> _EXERCISE OBJECTIVE_:
Please copy the data below exactly; none of the pictures in it belong in the copy.

Collected data:
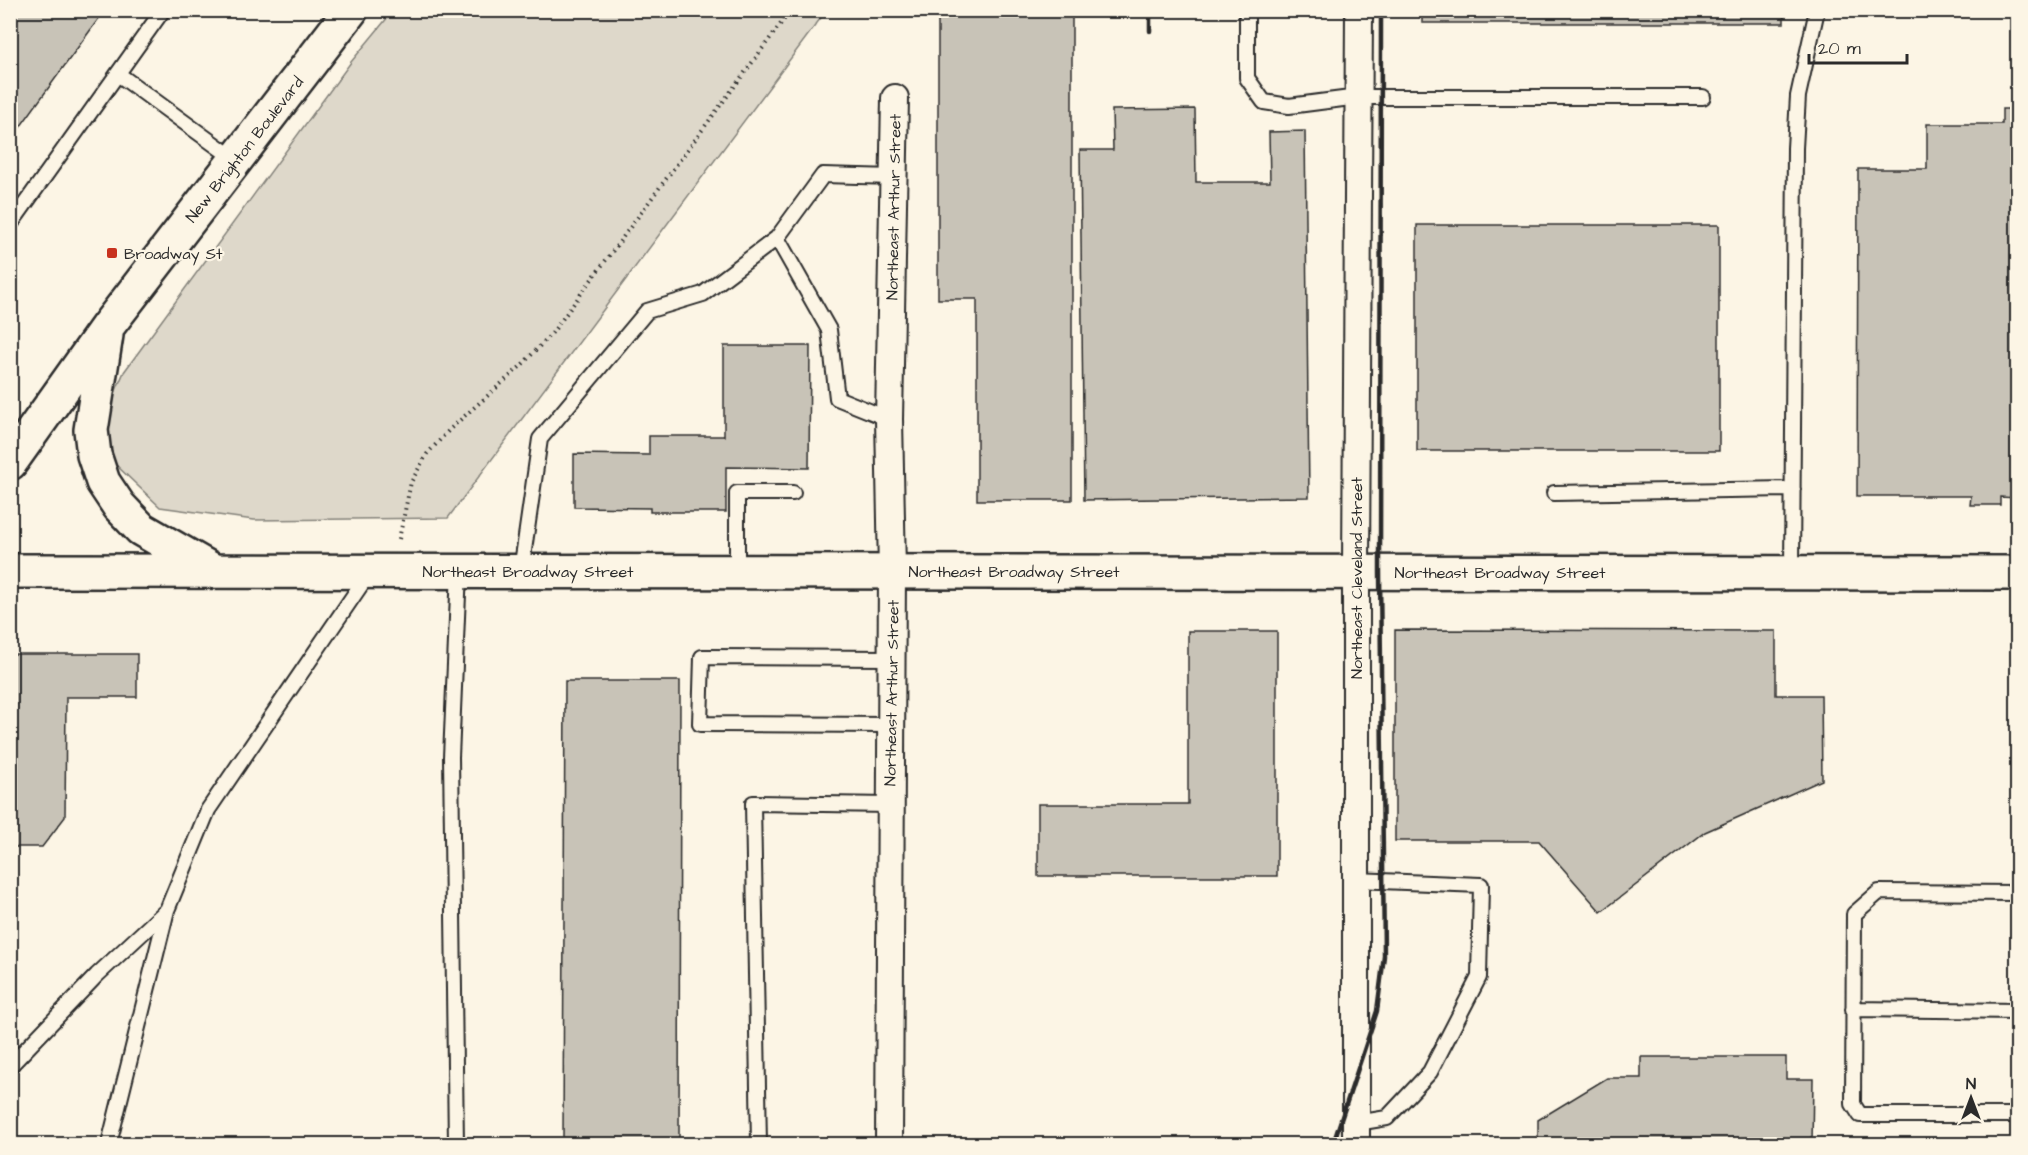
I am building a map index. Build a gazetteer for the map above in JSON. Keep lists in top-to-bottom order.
{
  "streets": {
    "main road": ["New Brighton Boulevard", "Northeast Broadway Street"],
    "street": ["Northeast Arthur Street", "Northeast Cleveland Street"]
  },
  "crossings": [
    ["Northeast Arthur Street", "Northeast Broadway Street"],
    ["Northeast Broadway Street", "Northeast Cleveland Street"]
  ],
  "places": {
    "transit": ["Broadway St"]
  },
  "scale_bar": "20 m",
  "north": "top"
}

> _SOLUTION TO THIS EXERCISE_:
I am building a map index. Build a gazetteer for the map above in JSON. Keep lists in top-to-bottom order.
{
  "streets": {
    "main road": ["New Brighton Boulevard", "Northeast Broadway Street"],
    "street": ["Northeast Arthur Street", "Northeast Cleveland Street"]
  },
  "crossings": [
    ["Northeast Arthur Street", "Northeast Broadway Street"],
    ["Northeast Broadway Street", "Northeast Cleveland Street"]
  ],
  "places": {
    "transit": ["Broadway St"]
  },
  "scale_bar": "20 m",
  "north": "top"
}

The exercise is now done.